Some suggested cutting certain line items that don’t pertain directly to the requirements in the new state law, known as the SAFE-T Act. Board member Dawn DeSart said she believes the county needs to go out to bid for more competitive pricing.


        
        
        
        
        
        
        
        
        
        
        
        
        
        
        
        
        
        
        
        
        
        
        
        

 

“This whole conversation is about dollars and cents, and where is this money coming from?” she said. “I would recommend we look into less expensive body cameras and software.”

When it comes to police equipment, Mendrick warned, you often get what you pay for. While Axon is a reputable vendor with technology “that we know works with our environment,” he said, cheaper options offered by second-rate companies may be faulty and impractical.

Given the requirements of the new state law, “it’s going to be a big deal when one of these doesn’t work … especially if it’s one of those flashpoint moments they say we should’ve captured,” Mendrick told board members last week. “Please let the policemen make the police decisions in the police environment. If you guys make those decisions, then the fault is yours when something bad happens.”

The sheriff’s office has since researched some of the options suggested, “and none of them are viable for our operation,” spokesman Justin Kmitch said.

        
        
        
        
        
        
        
        
        
        
        
        
        
        
        
        
        
        
        
        
        
        
        
        

 

The proposed Axon contract also aims to address other requirements of the bill — including virtual reality equipment for scenario-based training — that could result in long-term cost savings, Bilodeau said.

Board member Julie Renehan, who is chairwoman of the judicial and public safety committee, told the Daily Herald the topic is expected to resurface at an upcoming committee meeting “with some refinement and some cost comparisons.”

“It’s a big purchase, and the committee is doing its due diligence to make sure we select the right cameras, that we investigate grant opportunities and have a seamless technology integration,” Renehan said Wednesday. “In assessing implementation costs, it is important to separate out what is required under law from what is not.
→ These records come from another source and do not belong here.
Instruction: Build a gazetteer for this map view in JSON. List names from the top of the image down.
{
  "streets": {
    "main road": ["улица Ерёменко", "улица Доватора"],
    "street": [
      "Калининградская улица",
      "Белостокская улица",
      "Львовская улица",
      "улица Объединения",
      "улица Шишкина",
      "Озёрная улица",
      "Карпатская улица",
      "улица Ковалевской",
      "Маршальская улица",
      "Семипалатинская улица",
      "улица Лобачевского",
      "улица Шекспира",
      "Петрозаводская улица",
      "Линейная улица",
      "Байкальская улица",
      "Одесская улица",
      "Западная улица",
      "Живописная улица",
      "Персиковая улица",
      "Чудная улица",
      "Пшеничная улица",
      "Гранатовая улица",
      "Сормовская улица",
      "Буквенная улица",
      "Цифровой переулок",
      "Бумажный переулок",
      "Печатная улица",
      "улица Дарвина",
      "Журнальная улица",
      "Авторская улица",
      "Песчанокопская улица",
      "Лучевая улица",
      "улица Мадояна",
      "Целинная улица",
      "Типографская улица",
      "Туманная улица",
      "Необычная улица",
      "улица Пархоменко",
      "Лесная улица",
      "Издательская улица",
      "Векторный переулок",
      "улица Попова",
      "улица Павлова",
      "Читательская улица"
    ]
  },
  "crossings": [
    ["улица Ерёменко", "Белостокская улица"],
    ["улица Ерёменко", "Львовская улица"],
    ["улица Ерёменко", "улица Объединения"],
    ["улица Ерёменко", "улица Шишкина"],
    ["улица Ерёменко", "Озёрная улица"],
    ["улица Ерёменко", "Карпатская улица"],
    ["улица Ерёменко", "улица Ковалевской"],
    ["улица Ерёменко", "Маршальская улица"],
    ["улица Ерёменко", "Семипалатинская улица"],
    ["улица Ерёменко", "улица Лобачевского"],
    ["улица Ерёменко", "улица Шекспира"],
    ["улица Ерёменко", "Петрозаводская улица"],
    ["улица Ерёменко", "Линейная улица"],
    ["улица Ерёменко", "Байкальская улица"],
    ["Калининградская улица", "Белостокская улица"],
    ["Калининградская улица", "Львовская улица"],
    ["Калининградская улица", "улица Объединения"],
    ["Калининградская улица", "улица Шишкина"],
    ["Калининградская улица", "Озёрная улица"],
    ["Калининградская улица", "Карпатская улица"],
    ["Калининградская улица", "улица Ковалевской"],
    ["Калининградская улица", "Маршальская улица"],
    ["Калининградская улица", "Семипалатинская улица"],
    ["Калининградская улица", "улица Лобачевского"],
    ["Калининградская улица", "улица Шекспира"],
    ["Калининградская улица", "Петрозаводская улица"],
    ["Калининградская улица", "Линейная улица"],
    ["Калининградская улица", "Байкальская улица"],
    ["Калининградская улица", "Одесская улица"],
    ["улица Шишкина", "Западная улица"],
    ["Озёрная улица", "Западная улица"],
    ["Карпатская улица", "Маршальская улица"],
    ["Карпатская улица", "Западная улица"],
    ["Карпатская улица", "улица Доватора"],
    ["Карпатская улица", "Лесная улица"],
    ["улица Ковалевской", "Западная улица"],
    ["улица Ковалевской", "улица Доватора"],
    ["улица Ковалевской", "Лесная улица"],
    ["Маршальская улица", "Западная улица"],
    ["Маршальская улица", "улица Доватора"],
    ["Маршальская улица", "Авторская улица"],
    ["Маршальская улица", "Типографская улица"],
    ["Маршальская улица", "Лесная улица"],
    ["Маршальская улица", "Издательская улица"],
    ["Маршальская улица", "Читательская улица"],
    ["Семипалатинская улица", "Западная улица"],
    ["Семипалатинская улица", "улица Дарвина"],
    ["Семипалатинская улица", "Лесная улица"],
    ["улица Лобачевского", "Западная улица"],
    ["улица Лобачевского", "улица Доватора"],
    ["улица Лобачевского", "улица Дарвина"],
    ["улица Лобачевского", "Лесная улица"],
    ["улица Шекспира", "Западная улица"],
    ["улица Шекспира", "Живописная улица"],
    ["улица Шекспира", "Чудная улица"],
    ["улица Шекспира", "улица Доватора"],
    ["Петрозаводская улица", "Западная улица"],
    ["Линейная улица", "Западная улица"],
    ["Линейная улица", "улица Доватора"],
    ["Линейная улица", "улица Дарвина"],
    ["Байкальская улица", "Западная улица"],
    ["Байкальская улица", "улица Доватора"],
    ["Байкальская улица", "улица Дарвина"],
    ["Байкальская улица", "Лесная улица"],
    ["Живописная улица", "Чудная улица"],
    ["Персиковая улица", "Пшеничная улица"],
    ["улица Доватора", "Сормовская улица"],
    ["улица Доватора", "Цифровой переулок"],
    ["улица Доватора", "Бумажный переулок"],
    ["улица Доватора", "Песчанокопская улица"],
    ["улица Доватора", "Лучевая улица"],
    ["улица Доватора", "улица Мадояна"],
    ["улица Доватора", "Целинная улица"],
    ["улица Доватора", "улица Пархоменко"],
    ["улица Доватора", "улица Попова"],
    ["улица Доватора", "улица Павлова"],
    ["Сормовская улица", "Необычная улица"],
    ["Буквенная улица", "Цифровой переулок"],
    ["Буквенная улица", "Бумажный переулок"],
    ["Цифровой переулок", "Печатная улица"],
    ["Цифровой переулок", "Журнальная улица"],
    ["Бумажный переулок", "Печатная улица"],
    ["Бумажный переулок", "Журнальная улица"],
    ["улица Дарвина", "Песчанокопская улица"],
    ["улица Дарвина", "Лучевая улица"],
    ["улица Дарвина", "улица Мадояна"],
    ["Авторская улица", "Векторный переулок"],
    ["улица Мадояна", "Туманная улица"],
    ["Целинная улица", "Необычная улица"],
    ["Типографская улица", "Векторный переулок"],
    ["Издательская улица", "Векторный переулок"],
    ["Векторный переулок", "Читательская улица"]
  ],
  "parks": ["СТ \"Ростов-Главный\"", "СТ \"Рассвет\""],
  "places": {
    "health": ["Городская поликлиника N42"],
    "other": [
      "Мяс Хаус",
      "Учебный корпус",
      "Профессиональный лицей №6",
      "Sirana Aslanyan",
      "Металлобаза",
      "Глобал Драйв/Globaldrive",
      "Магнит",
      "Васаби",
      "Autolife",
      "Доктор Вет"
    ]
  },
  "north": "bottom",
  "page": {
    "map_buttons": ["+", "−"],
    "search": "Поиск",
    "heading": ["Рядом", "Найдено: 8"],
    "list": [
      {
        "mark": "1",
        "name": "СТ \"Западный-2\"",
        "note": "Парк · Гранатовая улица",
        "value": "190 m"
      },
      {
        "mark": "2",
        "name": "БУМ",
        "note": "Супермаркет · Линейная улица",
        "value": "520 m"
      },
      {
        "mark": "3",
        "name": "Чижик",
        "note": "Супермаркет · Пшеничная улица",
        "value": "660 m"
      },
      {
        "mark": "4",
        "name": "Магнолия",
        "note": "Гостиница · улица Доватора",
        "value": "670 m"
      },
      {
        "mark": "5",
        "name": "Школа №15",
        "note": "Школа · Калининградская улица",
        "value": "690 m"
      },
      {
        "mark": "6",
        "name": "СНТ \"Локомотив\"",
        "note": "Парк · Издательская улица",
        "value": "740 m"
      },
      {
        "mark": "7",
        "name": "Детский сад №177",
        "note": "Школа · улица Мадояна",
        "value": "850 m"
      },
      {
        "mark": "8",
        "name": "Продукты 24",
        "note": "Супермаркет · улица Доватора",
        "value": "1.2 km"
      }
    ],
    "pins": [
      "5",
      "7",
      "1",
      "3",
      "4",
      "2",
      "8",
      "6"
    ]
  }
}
We want to get it right.”

Sheriff’s officials have been exploring body cameras for years, saying they believe the devices would improve transparency and help to debunk false claims against officers. The department was eligible for a $75,000 matching grant to buy 100 cameras in 2018, but officials determined the program would be too costly amid budget cuts.

Money was not set aside for body cameras this year because “until this House bill was passed, we had no idea this was coming,” Mendrick said.

Backed by the Illinois Legislative Black Caucus, the legislation aims to re-imagine public safety in Illinois through provisions such as abolishing cash bail, changing use-of-force standards and overhauling the police certification process, sponsors say. Law enforcement leaders statewide have expressed concerns that sections of the 764-page document could lead to unintended consequences.

Mendrick said he warned the county board of the potential impact of the bill before it was signed by Gov. J.B. Pritzker in late February. Early estimates presented by DuPage County leaders earlier this month indicate the reform package could cost an additional $63 million over the next five years.

“I hope that we’re going to be able to get the cost down (and) get some support from Springfield to help us pay for some of these very large unfunded burdens,” board member Ashley Selmon said.